Wednesday, January 18, 2012

On New Development and the Bank, Downtown Partnership Focuses on Foot Traffic

Thursday night the Historic Landmarks Commission will deliberate and make a final decision on the question of the bank drive-through for the proposed Columbia Bank on the empty lot at State and Commercial.

There's somegood news: transportation is top of mind! While it's a little disappointing that the drive-through and auto-centrism hasn't got more attention, it's great to see the interest in walking.

And in a stance that is difficult to imagine Go Downtown Salem taking, the new Downtown Economic Improvement District adminstrators, the Salem Downtown Partnership, are leading that interest in walking!
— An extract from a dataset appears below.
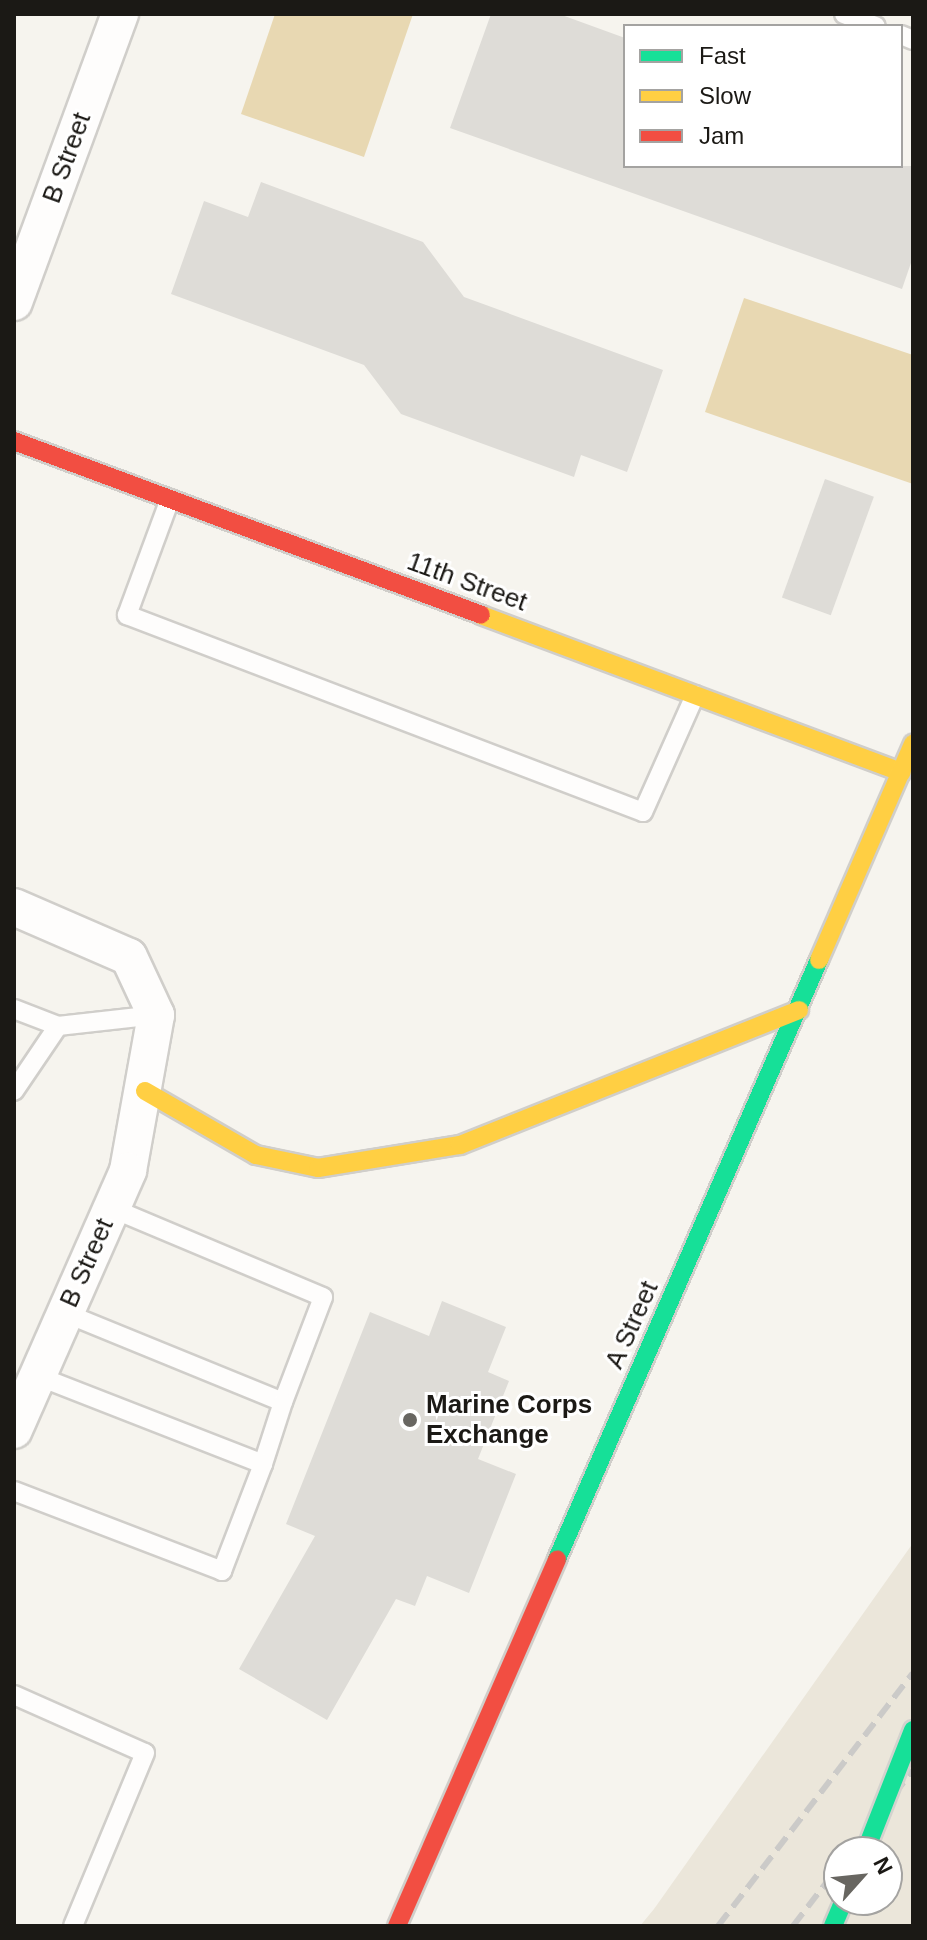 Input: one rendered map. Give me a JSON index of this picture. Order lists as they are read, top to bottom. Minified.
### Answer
{"streets":{"main road":["11th Street","A Street"],"street":["B Street"]},"crossings":[["11th Street","A Street"]],"places":["Marine Corps Exchange"],"legend":["Fast","Slow","Jam"],"north":"top right"} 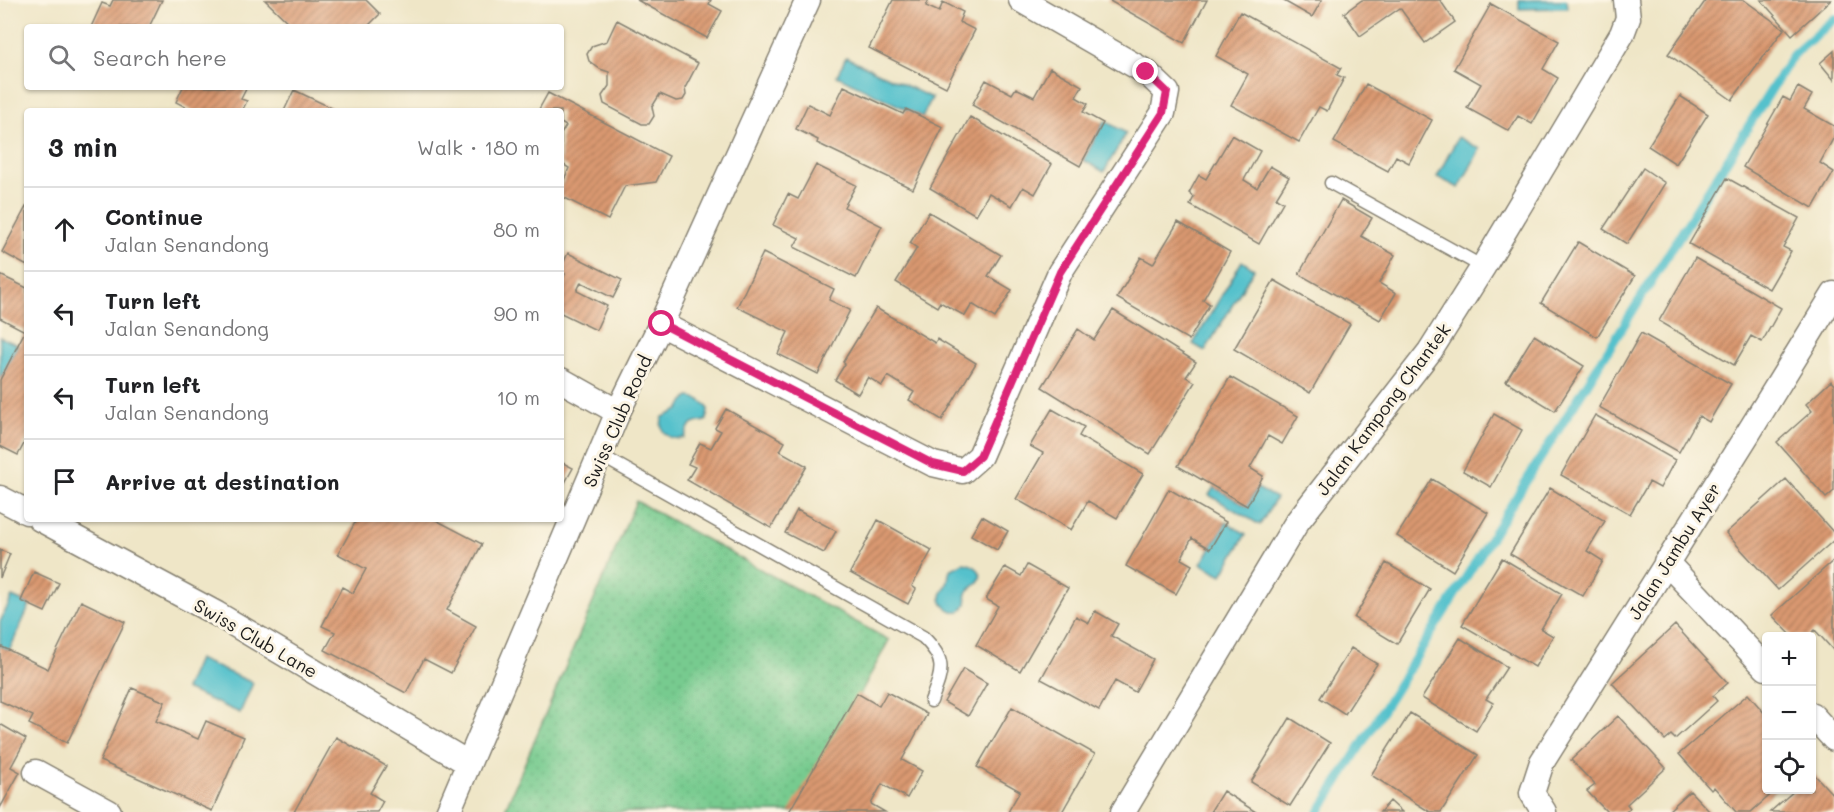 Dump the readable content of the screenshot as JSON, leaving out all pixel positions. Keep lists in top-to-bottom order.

Last month's hearing elicited quite a bit of new testimony, and while the drive-through has received some attention, the bulk of the comment seems to be concerned with the disposition of the parking lot and the way it will break up the storefront and sidewalk streetscape.

When you look across the street to the north side of State Street, there's an unbroken line of mostly two story brick storefronts.

The current plan uses only half of the lot, and proposes a parking lot on the west half and facing State Street. The Salem Downtown Partnership has argued that the bank building should be sited in such a way that the south side of State Street as well as around the corner on Commercial will present a new unbroken line of storefronts.
Salem's downtown, especially its Historic District, relies upon proper site plans to ensure storefronts are not set back from the sidewalk, and are continuous, from building to building. Continuous storefronts along the sidewalk enhance the flow of pedestrians along the sidewalk. Open space between storefronts acts as a barrier to pedestrian flow, and damages the viability of neighboring retail storefronts.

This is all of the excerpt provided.